YOUR GOAL -
Every line in the data below that includes "Възраждане" belongs in the answer, copied as it stands.

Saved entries
===============

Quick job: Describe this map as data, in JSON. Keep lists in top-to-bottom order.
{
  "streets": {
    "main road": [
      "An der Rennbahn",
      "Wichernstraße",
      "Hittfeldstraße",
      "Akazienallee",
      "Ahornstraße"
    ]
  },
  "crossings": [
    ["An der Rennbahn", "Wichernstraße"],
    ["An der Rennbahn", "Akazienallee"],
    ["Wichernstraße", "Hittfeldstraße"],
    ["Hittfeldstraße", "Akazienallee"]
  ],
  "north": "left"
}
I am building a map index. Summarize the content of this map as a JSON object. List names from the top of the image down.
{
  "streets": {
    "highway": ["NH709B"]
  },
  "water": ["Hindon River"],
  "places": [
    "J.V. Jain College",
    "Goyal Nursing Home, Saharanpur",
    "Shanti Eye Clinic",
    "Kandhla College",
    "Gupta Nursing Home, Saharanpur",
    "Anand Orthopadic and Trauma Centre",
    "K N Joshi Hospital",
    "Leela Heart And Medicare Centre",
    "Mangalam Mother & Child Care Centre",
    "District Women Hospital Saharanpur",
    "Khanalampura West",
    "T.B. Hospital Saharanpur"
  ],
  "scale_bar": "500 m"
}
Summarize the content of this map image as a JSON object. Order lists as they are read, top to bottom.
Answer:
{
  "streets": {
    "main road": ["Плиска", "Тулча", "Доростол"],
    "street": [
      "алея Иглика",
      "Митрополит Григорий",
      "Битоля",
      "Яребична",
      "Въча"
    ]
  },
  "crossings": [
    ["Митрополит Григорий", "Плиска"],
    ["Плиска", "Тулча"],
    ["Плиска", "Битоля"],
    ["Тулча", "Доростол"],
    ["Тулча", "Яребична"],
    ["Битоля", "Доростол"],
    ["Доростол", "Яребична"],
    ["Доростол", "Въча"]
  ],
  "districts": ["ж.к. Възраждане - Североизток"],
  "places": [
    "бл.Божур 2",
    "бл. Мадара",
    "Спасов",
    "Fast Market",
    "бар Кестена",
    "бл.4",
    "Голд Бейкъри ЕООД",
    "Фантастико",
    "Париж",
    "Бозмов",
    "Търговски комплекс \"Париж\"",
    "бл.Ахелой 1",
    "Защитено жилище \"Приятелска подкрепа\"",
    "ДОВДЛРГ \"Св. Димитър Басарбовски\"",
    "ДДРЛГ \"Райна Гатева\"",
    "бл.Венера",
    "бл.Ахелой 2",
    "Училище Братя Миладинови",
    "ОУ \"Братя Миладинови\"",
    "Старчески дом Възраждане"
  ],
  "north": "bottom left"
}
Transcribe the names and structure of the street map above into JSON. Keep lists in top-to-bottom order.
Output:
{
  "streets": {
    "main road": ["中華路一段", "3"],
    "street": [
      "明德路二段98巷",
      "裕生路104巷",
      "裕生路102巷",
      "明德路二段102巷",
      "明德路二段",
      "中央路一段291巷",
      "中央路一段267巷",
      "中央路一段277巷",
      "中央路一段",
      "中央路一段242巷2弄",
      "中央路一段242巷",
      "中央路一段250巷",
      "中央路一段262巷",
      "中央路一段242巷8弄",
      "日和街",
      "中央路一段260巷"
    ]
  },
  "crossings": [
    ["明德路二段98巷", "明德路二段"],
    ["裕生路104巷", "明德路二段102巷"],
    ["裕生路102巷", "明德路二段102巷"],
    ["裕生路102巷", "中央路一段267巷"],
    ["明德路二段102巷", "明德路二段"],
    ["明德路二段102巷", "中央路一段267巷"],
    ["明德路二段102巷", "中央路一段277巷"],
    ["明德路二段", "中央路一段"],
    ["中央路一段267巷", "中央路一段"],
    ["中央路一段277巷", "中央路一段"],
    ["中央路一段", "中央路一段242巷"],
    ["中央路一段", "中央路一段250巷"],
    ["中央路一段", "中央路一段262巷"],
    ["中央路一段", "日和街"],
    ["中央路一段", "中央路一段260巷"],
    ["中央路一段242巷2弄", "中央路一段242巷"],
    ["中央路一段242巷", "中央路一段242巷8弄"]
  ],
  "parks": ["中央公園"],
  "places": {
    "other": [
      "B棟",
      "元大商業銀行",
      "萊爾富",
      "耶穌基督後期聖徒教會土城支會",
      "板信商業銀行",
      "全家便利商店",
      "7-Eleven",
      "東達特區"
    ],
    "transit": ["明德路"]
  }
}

===============

SOLUTION FOR THIS PROBLEM -
  "districts": ["ж.к. Възраждане - Североизток"],
    "Старчески дом Възраждане"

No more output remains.